Hopefully, six years after independence, Ukraine has the worst in terms of declining industrial production, high unemployment and inflation. One sign of stabilization is the introduction of a new currency, or rather denominated (ie, erased inflationary zeros in) the national currency, the carbovan. Prior to the reform, about 30,000 carbovanets were received for a Swedish krona.

In foreign policy, Ukraine has come to a conflict of interest between the West and the Russian Federation. Relations with the Russian Federation are strained because of the Crimean conflict, where a division of the Black Sea Fleet still seems to be in sight. The strained relations between Kiev and Moscow are also due to Ukraine's refusal to join the Slavic community (union or defense-political cooperation) proposed by the Russian Federation. Unlike most post-communist countries, Ukraine does not seek NATO membership either; obviously trying to go their own way. During the year, Ukraine became a nuclear-free country, an astonishing development considering that only a few years ago, it was the world's third largest nuclear power.

1996 Ukraine

In May 2004, 5 died in the southern part of the country ifbm. an explosion in an ammunition waste depot. The explosion affected a larger area and caused damage to several hundred million US $.

In July, 30 workers died at a gas explosion in a coal mine in Krasnolymans'ka in the eastern part of the country. Another number were missing. The explosion was the most violent in Ukraine for several years.

In August, Ukraine ignored EU and Romania protests against a Ukrainian project to connect the Black Sea to the Danube via a shipping channel.

In September, Yevhen Marchuk resigned from the post of Secretary of Defense. He was replaced by Olexander Kuzmuk.

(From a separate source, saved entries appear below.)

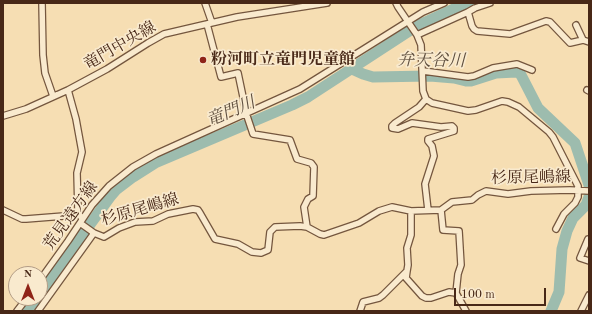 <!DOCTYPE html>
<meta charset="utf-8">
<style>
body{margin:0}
#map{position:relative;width:592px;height:314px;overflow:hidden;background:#f6deb3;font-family:"Old Standard TT",serif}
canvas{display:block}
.frame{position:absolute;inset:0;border:4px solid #482817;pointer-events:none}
.north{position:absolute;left:8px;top:266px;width:40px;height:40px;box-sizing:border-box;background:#f9eace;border:1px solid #b29c85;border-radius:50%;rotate:0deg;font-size:11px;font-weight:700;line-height:16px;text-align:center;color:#482817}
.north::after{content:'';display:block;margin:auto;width:14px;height:18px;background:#8f2418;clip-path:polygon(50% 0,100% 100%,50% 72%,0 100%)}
.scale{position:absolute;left:454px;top:288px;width:92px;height:18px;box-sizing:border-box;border:2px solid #482817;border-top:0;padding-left:5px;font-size:12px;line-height:14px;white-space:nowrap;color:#482817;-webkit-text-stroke:3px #f9eace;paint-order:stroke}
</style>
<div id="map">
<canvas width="592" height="314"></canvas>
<div class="frame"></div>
<div class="north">N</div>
<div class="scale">100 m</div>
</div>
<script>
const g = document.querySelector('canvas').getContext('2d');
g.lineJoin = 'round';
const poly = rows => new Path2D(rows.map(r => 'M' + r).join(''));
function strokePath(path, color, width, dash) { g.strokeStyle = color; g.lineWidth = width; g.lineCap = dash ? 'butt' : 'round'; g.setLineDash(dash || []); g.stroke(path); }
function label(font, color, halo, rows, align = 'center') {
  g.font = font + ' "Old Standard TT","Noto Serif JP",serif'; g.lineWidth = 3.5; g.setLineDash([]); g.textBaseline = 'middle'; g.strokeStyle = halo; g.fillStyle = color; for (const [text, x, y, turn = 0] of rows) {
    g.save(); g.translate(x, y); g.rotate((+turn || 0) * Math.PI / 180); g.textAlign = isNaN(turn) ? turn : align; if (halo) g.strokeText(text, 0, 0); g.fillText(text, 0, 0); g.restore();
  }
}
const river = poly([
 [352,69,363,74,373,77,430,76,454,78,466,81,471,81,496,73,516,72,519,73,521,75,538,108,575,143,589,185],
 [40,293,110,197,116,190,133,177,155,163,292,105,308,97,417,26,458,7,471,3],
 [27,311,37,298],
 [551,311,559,292,562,249,567,231,573,218,586,205,589,197]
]);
const street = poly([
 [42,3,43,55,45,73,53,96,56,95],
 [205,3,212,23],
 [396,3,398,7,417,35,421,45,423,91,426,99,419,107,395,123,392,126,392,128,398,129,412,123,441,127,452,126,454,128,454,131,428,139,428,141,432,146,434,156,425,184,428,210],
 [468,12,475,8,490,3],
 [207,24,221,77,238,73,247,116,253,134,290,140,297,159,311,163,314,167,313,196,308,199,304,207,307,227],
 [576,25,583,40],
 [417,35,468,12,472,26,474,29,477,31,510,34,546,21,550,22,570,43,583,40,589,42],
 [423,71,468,77,474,76,493,68,517,64,532,70],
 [587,90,589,91],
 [66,91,68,90,76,119,82,152,77,173,78,212,82,219],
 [426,99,432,103,468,111,476,110,502,101,508,102,519,107,549,132,553,137,578,186,578,197,575,203,564,214,556,229],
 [3,116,26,109,68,90,107,69,148,43,164,34,237,17,327,3],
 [3,210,22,219,26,219,64,216,78,213],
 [441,210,443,230,459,231,461,265,458,274,456,293],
 [80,223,94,233,104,237,119,228,135,222,153,221,168,214,193,209,198,210,200,213,215,239,238,244,252,252,261,253,268,250,270,232,275,227,300,226,307,227,320,234,324,235,359,223,379,211,392,207,411,211,441,210,452,202,472,200,478,195,486,191,508,194,531,191,570,190,589,191],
 [589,239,588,239,580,258,589,261],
 [407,271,406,278,422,296,426,298,431,298,449,292,456,293,466,311],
 [40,280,68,241,92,205,109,186,133,167,156,154,300,89,423,12,444,3],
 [17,311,27,298],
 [38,311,94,233],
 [360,311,363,302,379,298,383,295,407,271,408,265,407,248,411,235,411,211],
 [581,311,589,295]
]);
const markers = [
 [203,60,4,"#8f2418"]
];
const streetNames = [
 ["竜門中央線",120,46,-30],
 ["杉原尾嶋線",531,178,-1],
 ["杉原尾嶋線",140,210,-16],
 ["荒見遠方線",71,216,-54]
];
const poiNames = [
 ["粉河町立竜門児童館",211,60]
];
const waterNames = [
 ["弁天谷川",431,61,1],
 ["竜門川",231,112,-23]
];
strokePath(river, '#9dbcae', 11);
strokePath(street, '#74563e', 8);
strokePath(street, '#f9eace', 5.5);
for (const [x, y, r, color] of markers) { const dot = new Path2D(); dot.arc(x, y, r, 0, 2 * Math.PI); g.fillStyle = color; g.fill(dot); strokePath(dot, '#f9eace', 1.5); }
label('16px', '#482817', '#f9eace', streetNames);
label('bold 16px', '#482817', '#f9eace', poiNames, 'left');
label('italic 17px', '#5d4d3d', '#f9eace', waterNames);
</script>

On November 24, the country nominated Central Election Commission Víctor Yanukovych as winner of the presidential election a few days before. Acc. the commission had the pro-Russian candidate got 49.61% of the vote, while the US candidate, liberal Víctor Yuschenko had got 46.61%. The few members of the opposition present at the announcement responded with strong disapproval. The day before, Yuschenko, with his supporters, had broken into parliament, and had himself been declared president. The majority of foreign election observers - including representatives from the OSCE and the EU - confirmed irregularities in the electoral process. However, some observers such as the Danish Hanne Severinsen appeared openly as part of the opposition.

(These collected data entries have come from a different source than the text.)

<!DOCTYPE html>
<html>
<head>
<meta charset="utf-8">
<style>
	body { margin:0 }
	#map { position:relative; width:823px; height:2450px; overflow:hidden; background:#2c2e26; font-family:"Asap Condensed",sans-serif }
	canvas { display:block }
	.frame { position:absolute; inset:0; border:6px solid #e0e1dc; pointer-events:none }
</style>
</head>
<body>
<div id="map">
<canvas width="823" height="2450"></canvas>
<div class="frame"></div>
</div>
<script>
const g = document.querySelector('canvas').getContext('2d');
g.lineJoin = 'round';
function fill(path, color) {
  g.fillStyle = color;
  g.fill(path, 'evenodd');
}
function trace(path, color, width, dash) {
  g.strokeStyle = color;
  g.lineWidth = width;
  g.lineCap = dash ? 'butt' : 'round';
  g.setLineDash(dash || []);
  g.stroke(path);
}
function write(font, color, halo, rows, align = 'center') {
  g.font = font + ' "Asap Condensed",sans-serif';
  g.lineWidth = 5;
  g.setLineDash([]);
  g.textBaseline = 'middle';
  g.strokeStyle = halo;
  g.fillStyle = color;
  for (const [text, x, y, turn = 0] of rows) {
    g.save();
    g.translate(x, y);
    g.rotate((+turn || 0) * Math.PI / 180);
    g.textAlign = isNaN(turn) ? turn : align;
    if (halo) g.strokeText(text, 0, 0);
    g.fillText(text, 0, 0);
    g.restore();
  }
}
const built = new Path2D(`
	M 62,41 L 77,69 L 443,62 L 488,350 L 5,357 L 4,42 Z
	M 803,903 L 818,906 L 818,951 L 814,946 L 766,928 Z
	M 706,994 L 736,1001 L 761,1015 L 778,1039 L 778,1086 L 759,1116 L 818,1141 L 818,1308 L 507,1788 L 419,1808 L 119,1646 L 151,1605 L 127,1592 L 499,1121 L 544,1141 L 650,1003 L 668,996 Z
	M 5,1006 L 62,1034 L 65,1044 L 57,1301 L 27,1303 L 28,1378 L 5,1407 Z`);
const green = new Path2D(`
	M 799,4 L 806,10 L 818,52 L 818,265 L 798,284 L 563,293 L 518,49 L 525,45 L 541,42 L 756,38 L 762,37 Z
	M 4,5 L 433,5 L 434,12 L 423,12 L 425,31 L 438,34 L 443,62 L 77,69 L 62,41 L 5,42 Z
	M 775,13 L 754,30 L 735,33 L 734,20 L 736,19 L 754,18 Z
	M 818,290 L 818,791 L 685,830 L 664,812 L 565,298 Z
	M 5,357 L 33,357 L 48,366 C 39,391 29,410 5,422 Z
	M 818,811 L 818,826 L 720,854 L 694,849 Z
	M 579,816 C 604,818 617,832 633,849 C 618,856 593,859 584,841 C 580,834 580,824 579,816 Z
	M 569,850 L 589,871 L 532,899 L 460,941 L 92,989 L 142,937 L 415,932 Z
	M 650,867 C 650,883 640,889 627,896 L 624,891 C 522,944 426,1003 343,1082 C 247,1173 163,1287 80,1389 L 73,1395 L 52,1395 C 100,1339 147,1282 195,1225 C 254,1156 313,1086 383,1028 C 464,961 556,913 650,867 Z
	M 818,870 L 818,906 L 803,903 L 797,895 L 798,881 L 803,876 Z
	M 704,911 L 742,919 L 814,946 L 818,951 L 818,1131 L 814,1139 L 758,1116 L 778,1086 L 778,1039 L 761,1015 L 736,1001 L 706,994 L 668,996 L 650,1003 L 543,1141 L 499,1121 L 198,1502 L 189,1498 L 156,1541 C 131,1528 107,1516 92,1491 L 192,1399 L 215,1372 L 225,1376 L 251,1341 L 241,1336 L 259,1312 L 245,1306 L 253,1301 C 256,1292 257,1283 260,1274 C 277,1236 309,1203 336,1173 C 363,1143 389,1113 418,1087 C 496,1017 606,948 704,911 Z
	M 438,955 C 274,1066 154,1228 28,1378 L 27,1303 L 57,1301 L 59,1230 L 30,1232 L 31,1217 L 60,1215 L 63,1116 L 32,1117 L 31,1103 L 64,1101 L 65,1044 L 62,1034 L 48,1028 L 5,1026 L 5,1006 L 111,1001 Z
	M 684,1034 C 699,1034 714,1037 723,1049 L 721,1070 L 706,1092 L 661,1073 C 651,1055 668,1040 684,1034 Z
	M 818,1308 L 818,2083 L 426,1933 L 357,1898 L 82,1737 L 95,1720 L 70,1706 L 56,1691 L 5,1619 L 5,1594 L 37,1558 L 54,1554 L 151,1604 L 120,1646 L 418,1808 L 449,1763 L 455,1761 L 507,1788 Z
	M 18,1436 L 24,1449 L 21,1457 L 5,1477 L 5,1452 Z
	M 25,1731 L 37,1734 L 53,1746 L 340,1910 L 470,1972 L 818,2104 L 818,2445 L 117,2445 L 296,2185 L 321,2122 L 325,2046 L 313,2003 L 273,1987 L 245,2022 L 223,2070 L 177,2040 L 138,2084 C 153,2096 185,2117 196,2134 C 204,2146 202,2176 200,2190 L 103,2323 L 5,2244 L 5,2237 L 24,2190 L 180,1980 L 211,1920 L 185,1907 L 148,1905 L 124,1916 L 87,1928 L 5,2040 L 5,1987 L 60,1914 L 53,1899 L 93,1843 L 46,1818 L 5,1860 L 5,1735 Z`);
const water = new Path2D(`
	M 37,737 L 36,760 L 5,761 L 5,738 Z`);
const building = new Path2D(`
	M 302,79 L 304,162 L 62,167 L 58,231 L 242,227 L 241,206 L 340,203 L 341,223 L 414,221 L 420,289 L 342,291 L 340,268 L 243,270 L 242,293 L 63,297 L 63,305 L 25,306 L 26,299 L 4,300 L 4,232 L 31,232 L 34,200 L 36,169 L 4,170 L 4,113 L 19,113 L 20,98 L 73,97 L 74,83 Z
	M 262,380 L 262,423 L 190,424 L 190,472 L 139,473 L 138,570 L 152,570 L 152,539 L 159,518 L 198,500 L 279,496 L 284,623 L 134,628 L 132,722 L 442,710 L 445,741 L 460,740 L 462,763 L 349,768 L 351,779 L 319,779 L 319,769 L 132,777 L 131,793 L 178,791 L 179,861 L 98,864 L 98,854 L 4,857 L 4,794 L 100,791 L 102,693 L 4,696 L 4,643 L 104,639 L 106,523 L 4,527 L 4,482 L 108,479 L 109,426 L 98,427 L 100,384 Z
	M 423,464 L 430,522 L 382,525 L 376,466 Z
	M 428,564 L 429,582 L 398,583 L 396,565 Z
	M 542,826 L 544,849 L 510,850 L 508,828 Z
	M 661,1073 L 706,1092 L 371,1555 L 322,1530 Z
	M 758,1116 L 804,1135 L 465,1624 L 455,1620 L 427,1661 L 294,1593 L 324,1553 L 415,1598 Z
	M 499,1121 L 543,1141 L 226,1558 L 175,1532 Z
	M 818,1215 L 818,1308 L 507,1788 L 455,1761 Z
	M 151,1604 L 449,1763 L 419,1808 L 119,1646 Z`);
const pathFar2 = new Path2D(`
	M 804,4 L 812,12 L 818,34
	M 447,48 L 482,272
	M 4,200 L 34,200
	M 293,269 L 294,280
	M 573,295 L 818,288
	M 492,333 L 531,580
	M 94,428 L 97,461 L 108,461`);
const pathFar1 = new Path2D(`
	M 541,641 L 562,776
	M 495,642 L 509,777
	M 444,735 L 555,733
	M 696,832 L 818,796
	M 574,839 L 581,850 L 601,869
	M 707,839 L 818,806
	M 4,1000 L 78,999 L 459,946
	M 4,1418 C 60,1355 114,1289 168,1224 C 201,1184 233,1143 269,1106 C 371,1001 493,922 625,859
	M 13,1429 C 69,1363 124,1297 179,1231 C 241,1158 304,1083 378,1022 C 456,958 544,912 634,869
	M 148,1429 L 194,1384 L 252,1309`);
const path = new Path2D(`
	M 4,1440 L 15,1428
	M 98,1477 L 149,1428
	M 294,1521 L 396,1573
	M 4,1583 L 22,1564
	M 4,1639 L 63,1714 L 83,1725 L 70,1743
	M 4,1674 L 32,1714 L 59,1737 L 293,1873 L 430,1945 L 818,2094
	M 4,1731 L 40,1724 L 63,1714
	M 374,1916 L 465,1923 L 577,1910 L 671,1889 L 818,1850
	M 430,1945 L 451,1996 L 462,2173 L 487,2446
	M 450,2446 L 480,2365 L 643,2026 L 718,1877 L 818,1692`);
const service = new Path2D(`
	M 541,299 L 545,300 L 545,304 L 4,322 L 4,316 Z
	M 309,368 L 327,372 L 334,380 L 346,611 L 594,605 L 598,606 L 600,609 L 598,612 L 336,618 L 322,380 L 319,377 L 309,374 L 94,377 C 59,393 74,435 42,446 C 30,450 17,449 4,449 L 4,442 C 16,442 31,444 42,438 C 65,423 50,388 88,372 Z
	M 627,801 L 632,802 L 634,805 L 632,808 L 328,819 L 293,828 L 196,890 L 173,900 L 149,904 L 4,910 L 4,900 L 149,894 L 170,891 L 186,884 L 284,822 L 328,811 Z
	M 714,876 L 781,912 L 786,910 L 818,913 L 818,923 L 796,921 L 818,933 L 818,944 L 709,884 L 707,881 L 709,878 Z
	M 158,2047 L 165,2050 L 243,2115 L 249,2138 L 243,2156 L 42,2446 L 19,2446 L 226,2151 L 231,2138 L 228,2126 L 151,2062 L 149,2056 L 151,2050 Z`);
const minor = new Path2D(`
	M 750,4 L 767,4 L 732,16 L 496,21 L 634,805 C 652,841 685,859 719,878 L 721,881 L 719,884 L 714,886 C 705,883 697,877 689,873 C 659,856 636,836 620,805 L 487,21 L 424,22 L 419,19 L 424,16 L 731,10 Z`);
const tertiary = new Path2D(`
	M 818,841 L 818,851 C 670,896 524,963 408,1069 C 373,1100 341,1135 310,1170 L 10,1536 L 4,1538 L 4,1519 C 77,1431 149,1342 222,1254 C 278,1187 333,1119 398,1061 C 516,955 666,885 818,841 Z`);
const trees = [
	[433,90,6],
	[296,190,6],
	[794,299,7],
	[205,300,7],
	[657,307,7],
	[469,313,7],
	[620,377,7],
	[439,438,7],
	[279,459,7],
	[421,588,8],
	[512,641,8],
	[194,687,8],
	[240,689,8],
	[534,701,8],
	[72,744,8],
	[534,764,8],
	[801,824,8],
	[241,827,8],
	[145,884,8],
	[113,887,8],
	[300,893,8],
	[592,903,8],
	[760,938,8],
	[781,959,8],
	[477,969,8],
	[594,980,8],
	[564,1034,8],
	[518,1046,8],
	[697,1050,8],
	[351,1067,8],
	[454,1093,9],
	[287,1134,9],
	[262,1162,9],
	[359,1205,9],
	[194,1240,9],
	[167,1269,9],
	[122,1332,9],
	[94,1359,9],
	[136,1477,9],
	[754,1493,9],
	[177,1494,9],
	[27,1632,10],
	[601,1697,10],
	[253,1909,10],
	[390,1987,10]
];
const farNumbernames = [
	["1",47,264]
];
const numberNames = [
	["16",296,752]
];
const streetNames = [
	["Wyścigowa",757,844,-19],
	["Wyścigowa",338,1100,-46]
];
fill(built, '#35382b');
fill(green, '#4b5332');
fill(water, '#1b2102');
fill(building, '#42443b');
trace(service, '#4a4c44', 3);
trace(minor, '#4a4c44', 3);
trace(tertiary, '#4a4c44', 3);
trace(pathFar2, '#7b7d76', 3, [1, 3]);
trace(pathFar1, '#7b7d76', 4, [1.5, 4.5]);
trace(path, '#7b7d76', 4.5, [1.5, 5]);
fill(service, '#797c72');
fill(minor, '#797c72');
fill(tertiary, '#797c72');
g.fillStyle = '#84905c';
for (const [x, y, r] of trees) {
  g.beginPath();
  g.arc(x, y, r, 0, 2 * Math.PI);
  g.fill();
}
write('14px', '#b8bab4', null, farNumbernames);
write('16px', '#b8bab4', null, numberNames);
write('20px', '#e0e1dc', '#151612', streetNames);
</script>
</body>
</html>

The close race between the two candidates, blatant foreign interference from both the Russian and Western sides triggered extensive and protracted demonstrations by both candidates' supporters. Liberal Yuschenko's demonstrations were dominant in the western part of the country and the capital of Kiev, while the pro-Russian Yanukovych was particularly supported by the eastern part of the country, where ties with Russia have historically been closer. The strong regional division of votes created fears of partitioning the country, but both candidates declared that they wanted a united Ukraine.

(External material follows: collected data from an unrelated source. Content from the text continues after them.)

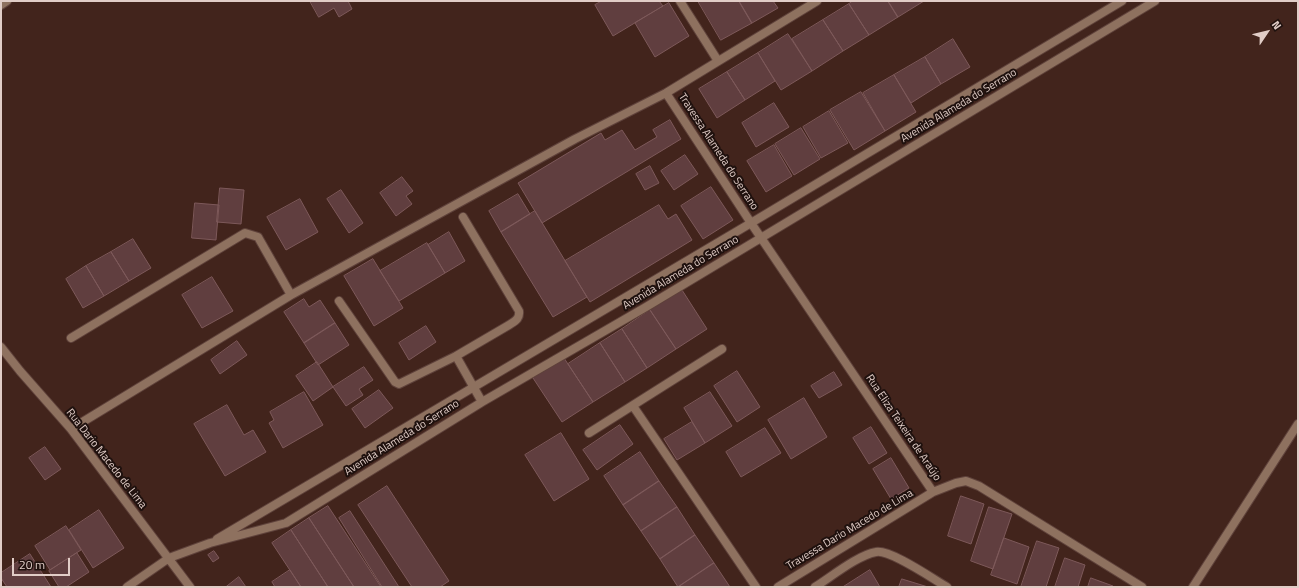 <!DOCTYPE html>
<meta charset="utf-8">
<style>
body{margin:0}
#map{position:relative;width:1299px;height:588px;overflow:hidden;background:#42241c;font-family:"Titillium Web",sans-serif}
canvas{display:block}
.frame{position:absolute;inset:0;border:2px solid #e1cdc7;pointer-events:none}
.north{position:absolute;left:1247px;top:12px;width:40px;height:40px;-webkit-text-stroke:3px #1f110e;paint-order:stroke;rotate:55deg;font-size:11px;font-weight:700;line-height:16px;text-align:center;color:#e1cdc7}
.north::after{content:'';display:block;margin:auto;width:14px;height:18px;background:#e1cdc7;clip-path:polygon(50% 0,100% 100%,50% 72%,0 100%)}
.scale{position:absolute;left:12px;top:558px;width:58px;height:18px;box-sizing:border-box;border:2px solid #e1cdc7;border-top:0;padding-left:5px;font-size:12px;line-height:14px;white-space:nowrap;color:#e1cdc7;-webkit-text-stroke:3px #1f110e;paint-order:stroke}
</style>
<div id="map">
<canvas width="1299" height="588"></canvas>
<div class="frame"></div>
<div class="north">N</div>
<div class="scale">20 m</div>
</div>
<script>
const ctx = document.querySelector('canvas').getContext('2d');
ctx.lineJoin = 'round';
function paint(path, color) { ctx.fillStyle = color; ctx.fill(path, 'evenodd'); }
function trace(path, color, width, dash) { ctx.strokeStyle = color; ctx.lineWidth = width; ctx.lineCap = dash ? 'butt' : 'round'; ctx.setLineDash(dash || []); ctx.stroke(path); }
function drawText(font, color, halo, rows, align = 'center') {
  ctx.font = font + ' "Titillium Web",sans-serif'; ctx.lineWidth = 4; ctx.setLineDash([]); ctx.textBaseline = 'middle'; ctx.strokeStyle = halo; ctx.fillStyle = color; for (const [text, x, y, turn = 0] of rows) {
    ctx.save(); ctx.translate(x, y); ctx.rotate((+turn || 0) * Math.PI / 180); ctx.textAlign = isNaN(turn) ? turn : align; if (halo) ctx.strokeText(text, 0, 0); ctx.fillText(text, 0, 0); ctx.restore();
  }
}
const building = new Path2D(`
 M310,1H348L352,9L339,17L334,8L319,17Z
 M602,1H659L663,6L613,36L595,5Z
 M698,1H739L752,23L721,40Z
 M739,1H773L778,8L752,23Z
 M853,1H888L898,17L869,35L849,4Z
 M888,1H924L898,17Z
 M669,3L689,36L655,57L635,23Z
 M849,4L869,35L843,51L823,20Z
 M823,20L843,51L812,71L792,39Z
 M788,34L812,71L781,90L758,53Z
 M953,39L970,67L941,84L925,57Z
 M758,53L775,81L745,100L727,72Z
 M925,57L941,84L911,103L894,75Z
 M727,72L745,100L717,118L699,89Z
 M894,75L916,112L885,131L863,93Z
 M861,92L885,131L854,150L830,110Z
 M774,103L789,127L756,147L742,123Z
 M829,111L848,143L821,158L803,127Z
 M670,120L681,139L542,223L518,183L601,133L605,140L622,130L635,150L657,137L653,130Z
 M801,128L820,159L794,175L775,144Z
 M774,145L792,176L766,192L747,161Z
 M685,155L698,174L674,190L661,171Z
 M650,166L659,183L645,190L636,174Z
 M402,177L413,191L406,196L412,204L396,216L380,193Z
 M711,187L733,220L703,239L681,206Z
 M220,188L244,190L241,224L217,222Z
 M341,190L363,223L349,233L327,199Z
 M518,194L530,214L501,232L489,211Z
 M300,199L318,232L286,250L267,217Z
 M195,203L219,205L216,240L192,238Z
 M659,205L668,219L676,214L692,240L590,302L565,261Z
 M535,211L587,297L553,317L501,232Z
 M449,232L465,261L445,273L428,245Z
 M133,239L151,268L129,281L111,252Z
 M427,243L445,273L399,301L380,271Z
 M111,252L129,281L104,296L86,266Z
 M373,259L403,308L374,326L344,276Z
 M86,266L104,296L83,308L66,279Z
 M212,277L233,311L202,328L182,295Z
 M682,290L707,329L676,349L650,310Z
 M304,299L309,307L320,300L335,323L304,343L284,312Z
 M650,310L676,349L647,368L622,329Z
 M335,323L349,345L318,365L304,343Z
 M426,326L436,342L409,360L399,343Z
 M622,329L647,368L625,382L600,343Z
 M237,341L247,355L220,374L211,360Z
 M600,343L625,382L593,402L568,364Z
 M564,358L593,402L562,422L533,378Z
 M317,362L333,387L313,401L296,376Z
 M364,367L373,380L359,389L363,395L346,406L333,387Z
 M737,371L760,407L737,422L714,386Z
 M834,372L842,385L819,398L811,386Z
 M379,390L393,408L365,428L352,409Z
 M304,392L323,425L283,448L269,423L274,420L270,412Z
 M710,392L732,426L705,443L684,408Z
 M804,398L827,437L791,459L768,420Z
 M227,405L244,435L253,430L266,452L225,476L194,424Z
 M692,422L705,443L677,460L664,439Z
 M620,425L633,444L597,470L583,450Z
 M871,427L887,453L869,464L853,438Z
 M765,428L781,453L741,477L726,452Z
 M561,433L589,479L554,501L525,455Z
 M45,447L61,469L45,480L29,458Z
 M640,452L659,481L623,505L604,476Z
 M891,458L909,488L891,499L873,469Z
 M659,481L677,507L641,531L623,505Z
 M387,486L449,581L440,587H412L358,505Z
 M961,496L984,504L971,544L948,536Z
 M328,506L381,587H354L309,518Z
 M677,507L695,535L660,559L641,531Z
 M989,507L1012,514L993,569L971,561Z
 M99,510L124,548L93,568L69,530Z
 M350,511L399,587H382L339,518Z
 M309,518L354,587H328L291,530Z
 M66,526L81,550L50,570L35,546Z
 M291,530L328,587H301L272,543Z
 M695,535L714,563L678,587L660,559Z
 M1004,538L1029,547L1017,584L991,575Z
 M1037,541L1059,548L1046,587H1021Z
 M214,551L219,558L213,562L208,555Z
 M77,553L89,572L66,587H59L49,571Z
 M30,554L51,587H7L1,578V573Z
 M1065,558L1085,565L1078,587H1055Z
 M714,563L730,587H678Z
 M290,570L301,587H275L272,582Z
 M870,570L880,587H843Z
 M239,577L246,587H226Z
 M1091,578L1113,586V587H1088Z
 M902,579L928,587H899Z`);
const street = new Path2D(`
 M680,1L718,61
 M1,5L7,1
 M666,93L751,223L933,492L956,483L966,481L979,486L1142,587
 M339,301L395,382L399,384L456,356L509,325C515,321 520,319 519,311L463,217
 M71,338L245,233L258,237L291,295
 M1,347L20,371L71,429L190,587
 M456,356L482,402
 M633,406L756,587
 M71,429L291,295L575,139L666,93L817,1
 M589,433L722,349
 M217,539L751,223L1122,1
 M127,587L169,558L210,543L286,523L482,402L646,307L1155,1
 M778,587L933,492
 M815,587C831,577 858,555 876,552C890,549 933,579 947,587
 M1193,587L1298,424`);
const streetNames = [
 ["Avenida Alameda do Serrano",959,106,-31],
 ["Travessa Alameda do Serrano",718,152,57],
 ["Avenida Alameda do Serrano",681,273,-31],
 ["Rua Eliza Teixeira de Araújo",903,428,56],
 ["Avenida Alameda do Serrano",402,438,-32],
 ["Rua Dario Macedo de Lima",106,459,52],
 ["Travessa Dario Macedo de Lima",850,530,-31]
];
paint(building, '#603e3f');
trace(building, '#7d595a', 1);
trace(street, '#5f423b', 10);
trace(street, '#8e715f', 8);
drawText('11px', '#e1cdc7', '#1f110e', streetNames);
</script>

On December 2, Yanukovych voted down in a distrust vote, and the same day, President Kuchma met with Russian President Putin on the outskirts of Moscow to discuss the political crisis in Ukraine. Kuchma suggested the implementation of a new election. Meanwhile, the Supreme Court continued to investigate the allegations of electoral fraud presented by the opposition. It subsequently decided to invalidate the election. Re-election will take place on December 26.